What I have done so far is to save the P5.js sketch if I like it. That serves as an archive and promotes reproducibility.
There’s inherent non determinism in GPU calculations around floating point operations - the differences in log probabilities are tiny, but when there’s a small difference between the top two likely tokens, then a different token might be chosen every now and then leading to different results
There are speed tradeoffs, and in order to make the endpoints fast GPUs are used, which do parallel (non deterministic) calculations. Any modern gpu neural net calculations will be subject to these.
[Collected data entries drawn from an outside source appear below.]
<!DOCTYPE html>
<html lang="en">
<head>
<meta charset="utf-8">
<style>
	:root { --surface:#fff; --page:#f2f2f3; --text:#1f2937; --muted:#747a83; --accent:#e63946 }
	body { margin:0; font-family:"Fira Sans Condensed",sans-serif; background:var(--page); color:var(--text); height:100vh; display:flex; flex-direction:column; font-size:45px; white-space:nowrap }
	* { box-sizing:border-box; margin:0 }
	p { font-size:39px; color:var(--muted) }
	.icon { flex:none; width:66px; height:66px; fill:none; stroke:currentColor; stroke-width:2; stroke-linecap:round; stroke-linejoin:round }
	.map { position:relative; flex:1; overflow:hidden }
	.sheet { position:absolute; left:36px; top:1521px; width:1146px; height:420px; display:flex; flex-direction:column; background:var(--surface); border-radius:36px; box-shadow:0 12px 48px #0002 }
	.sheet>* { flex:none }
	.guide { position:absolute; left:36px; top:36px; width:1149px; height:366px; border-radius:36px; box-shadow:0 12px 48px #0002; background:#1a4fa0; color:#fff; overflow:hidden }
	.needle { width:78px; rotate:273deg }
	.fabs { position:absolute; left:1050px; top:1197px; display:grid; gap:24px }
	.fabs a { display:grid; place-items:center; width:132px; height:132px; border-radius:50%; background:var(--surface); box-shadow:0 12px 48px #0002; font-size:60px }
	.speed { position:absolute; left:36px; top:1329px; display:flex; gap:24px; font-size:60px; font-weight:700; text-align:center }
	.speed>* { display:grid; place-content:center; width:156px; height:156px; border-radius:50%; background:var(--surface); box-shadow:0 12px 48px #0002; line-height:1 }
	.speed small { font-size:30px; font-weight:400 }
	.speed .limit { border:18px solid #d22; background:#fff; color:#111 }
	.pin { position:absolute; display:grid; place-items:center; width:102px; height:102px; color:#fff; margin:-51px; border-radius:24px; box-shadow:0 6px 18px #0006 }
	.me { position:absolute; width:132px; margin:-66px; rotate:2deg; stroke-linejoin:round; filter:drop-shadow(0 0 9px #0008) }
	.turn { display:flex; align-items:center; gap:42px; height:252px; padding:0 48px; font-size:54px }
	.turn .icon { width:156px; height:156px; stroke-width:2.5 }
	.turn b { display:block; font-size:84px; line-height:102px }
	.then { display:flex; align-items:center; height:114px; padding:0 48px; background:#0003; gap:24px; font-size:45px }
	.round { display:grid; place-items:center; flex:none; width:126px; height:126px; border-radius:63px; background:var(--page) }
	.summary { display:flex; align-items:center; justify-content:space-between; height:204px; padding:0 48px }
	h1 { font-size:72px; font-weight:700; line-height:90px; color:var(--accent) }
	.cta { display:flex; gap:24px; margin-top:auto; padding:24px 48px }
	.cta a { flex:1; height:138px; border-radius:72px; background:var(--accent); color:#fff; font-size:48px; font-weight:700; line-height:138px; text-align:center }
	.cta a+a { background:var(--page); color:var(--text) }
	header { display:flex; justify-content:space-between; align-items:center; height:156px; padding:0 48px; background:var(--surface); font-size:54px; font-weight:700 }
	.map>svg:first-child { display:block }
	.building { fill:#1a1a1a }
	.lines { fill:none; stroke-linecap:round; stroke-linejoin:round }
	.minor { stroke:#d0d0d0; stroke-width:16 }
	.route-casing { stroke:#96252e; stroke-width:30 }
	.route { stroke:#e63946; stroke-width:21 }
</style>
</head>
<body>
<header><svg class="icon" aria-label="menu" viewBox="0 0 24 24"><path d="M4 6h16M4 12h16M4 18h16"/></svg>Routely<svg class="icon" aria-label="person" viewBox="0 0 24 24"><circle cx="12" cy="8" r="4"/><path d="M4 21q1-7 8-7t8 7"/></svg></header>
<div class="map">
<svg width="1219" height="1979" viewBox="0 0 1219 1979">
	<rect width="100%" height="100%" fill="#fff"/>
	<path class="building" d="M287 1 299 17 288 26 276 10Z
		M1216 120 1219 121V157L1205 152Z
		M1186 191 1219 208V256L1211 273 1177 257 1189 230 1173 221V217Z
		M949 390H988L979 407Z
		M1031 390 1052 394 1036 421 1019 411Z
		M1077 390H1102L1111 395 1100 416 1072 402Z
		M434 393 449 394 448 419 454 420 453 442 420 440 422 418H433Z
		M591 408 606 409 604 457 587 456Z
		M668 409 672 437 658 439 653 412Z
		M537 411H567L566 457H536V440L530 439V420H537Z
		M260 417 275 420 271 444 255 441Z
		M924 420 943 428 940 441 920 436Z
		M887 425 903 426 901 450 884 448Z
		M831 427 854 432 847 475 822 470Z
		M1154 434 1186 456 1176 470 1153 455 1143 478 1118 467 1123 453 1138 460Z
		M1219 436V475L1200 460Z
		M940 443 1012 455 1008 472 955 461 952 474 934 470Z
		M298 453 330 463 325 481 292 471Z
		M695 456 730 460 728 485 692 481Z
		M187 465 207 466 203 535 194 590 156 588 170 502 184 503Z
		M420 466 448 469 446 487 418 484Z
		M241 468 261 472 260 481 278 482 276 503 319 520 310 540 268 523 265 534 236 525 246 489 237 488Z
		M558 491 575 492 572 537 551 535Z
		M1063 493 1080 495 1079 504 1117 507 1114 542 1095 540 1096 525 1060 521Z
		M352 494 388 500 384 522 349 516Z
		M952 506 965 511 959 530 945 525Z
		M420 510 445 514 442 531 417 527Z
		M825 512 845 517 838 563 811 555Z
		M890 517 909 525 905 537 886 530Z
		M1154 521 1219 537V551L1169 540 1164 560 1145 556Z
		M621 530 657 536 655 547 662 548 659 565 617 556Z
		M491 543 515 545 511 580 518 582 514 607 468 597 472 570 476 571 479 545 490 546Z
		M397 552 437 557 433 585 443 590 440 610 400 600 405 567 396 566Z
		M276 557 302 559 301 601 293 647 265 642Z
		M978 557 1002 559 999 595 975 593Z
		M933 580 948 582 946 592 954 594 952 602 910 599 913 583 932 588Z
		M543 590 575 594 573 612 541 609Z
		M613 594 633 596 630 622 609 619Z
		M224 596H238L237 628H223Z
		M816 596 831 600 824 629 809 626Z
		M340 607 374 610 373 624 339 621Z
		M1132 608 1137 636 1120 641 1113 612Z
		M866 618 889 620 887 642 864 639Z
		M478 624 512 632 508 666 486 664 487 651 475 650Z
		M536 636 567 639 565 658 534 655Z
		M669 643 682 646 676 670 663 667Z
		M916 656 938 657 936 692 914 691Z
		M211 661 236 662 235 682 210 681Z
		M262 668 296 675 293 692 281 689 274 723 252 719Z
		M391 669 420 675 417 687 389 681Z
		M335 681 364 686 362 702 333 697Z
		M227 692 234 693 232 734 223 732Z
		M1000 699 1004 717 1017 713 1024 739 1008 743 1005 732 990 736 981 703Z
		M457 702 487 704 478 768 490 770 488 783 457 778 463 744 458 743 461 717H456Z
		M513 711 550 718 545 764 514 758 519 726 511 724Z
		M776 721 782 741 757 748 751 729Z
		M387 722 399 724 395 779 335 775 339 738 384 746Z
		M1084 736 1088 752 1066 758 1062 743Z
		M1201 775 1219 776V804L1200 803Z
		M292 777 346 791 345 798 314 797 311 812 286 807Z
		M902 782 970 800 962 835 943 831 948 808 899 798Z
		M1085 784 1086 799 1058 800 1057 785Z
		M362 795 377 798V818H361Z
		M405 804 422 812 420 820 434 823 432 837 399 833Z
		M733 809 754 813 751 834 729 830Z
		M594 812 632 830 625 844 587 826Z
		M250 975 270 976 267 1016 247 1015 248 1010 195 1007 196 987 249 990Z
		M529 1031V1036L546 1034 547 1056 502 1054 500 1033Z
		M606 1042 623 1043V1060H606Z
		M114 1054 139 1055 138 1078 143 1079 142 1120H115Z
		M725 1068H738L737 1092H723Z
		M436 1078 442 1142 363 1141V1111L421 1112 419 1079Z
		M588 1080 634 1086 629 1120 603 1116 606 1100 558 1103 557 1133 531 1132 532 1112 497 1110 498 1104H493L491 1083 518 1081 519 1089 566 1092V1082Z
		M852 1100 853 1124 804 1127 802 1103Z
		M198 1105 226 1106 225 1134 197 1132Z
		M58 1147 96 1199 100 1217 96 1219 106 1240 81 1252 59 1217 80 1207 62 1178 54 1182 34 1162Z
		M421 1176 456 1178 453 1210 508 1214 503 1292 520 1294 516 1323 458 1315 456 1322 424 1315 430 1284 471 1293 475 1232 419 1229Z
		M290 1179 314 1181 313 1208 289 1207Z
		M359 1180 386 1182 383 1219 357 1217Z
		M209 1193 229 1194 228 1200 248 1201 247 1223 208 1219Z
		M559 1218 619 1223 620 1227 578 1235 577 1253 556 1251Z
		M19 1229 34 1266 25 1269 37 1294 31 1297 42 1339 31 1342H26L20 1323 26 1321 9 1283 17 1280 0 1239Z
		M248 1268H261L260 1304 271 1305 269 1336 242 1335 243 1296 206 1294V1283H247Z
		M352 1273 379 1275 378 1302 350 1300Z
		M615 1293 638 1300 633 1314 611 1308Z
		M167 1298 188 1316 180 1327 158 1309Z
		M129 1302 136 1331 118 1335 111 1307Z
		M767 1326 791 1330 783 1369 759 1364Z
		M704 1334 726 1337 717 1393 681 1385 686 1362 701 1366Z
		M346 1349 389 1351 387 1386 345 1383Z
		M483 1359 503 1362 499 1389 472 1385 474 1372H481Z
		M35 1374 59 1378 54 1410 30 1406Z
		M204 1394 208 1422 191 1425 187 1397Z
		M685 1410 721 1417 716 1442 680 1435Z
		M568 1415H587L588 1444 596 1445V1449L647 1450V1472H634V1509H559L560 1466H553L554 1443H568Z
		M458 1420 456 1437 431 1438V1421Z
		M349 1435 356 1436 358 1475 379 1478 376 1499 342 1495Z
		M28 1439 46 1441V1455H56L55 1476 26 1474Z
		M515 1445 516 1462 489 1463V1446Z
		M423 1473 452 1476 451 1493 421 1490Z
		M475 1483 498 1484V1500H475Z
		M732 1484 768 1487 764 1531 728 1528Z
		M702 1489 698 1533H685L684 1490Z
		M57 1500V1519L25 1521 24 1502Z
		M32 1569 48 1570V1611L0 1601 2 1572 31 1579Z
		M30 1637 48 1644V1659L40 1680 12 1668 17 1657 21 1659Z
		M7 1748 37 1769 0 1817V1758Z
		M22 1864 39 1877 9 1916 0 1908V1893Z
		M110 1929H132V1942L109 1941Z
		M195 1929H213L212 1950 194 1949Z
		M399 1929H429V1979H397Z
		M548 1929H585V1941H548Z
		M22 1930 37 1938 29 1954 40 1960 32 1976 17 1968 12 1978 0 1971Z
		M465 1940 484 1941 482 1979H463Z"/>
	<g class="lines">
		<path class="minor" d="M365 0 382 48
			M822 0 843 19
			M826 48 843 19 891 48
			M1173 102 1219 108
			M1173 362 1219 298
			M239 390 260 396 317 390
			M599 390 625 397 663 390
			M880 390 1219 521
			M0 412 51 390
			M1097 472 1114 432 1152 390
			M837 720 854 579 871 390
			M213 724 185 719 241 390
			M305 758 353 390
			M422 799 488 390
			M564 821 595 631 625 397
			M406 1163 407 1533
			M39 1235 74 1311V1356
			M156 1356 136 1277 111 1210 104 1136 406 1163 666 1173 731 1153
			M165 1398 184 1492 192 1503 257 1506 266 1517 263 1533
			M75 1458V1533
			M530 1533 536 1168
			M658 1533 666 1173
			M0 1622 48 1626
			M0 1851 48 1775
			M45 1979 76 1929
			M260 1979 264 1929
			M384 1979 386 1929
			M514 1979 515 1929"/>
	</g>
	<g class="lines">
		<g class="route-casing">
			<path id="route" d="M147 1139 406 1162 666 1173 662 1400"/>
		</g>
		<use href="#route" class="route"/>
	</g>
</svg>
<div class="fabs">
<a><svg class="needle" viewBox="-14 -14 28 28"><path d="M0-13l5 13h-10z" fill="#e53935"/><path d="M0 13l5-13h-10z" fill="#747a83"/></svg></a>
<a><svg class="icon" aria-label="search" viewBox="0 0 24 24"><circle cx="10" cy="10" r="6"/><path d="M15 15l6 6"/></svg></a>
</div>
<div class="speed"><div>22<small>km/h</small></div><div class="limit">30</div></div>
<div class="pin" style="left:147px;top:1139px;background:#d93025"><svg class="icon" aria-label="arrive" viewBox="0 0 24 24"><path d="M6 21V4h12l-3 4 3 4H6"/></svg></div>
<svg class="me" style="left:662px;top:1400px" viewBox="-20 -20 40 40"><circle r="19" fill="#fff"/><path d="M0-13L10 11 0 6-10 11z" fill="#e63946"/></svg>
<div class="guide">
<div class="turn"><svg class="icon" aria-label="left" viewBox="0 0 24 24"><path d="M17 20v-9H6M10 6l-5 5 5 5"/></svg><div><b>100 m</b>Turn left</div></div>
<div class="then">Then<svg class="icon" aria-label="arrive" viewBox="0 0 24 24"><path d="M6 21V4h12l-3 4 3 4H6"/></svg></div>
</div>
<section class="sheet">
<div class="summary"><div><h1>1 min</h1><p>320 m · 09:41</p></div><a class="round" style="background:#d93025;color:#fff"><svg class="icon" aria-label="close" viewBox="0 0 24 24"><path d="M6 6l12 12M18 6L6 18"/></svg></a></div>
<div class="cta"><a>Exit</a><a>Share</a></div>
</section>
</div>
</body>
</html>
Very simplified example to illustrate the point: a * b * c can be calculated either as (ab) c, or a(bc), but tiny differences can occur when performing floating point operations with the last few significant digits,leading to a very slightly different result. Sometimes these tiny differences can compound and be amplified within a network with argmax on the next token, if the logprobs are very close.
I was thinking through practical use-cases of this technology in a corporate setting and the stochastic nature was playing on my mind.
I can foresee trying to explain this to sales / helpdesk and getting worried looks - however - this is a new type of technology so rather than trying to fit existing paradigms people might need to get comfortable with new ones.
Yes, we gotta accept the stochastic nature of the neural nets. It’s as if there was a new (human) employee in the enterprise.
Even here, in this forum, I see a lot of people craving deterministic results at all costs. That thinking has to go, because we are co-working with the model, and that approach gives the best results.
Thanks for all of these excellent comments. It is not so much a question of the value of determinism, but instead the attempt to characterize the uncertainty given that we have a stochastic process. That the system is non-deterministic is fine. So, what does the uncertainty look like exactly? Bringing it home, if I were not so lazy, I would enter a prompt the ended with “Draw 10 circles”, run it 50 times, and try to understand the variance. Some of the variance may be due to Python library chosen for drawing, or indeed whether different programming languages are used. Which are used more or less often? I’ve also seen that some % of completions are invalid and will not compile/interpret.
Some recent browsing includes slides from Nvidia on GPU non-determinism: https://developer.download.nvidia.com/video/gputechconf/gtc/2019/presentation/s9911-determinism-in-deep-learning.pdf Look at Slide 51 (Takeaways). There is also something very recent on uncertainty in neural networks here: https://arxiv.org/pdf/2107.03342.pdf
All of this makes the Codex more interesting to study.
On the same GPU? Or between different GPU families/drivers/…? I have been able to repeat GPU calculations with repeatable results on the same GPU.
Does this maybe imply that the server infrastructure mixes and matches different GPUs/drivers/…?
H100 compute clusters are not mix and match devices, there could be H100 and A100 blocks and you could get either one, but not a mix of the two at the same time, I don’t see a coherent driver stack that would spread a models weights over different hardware.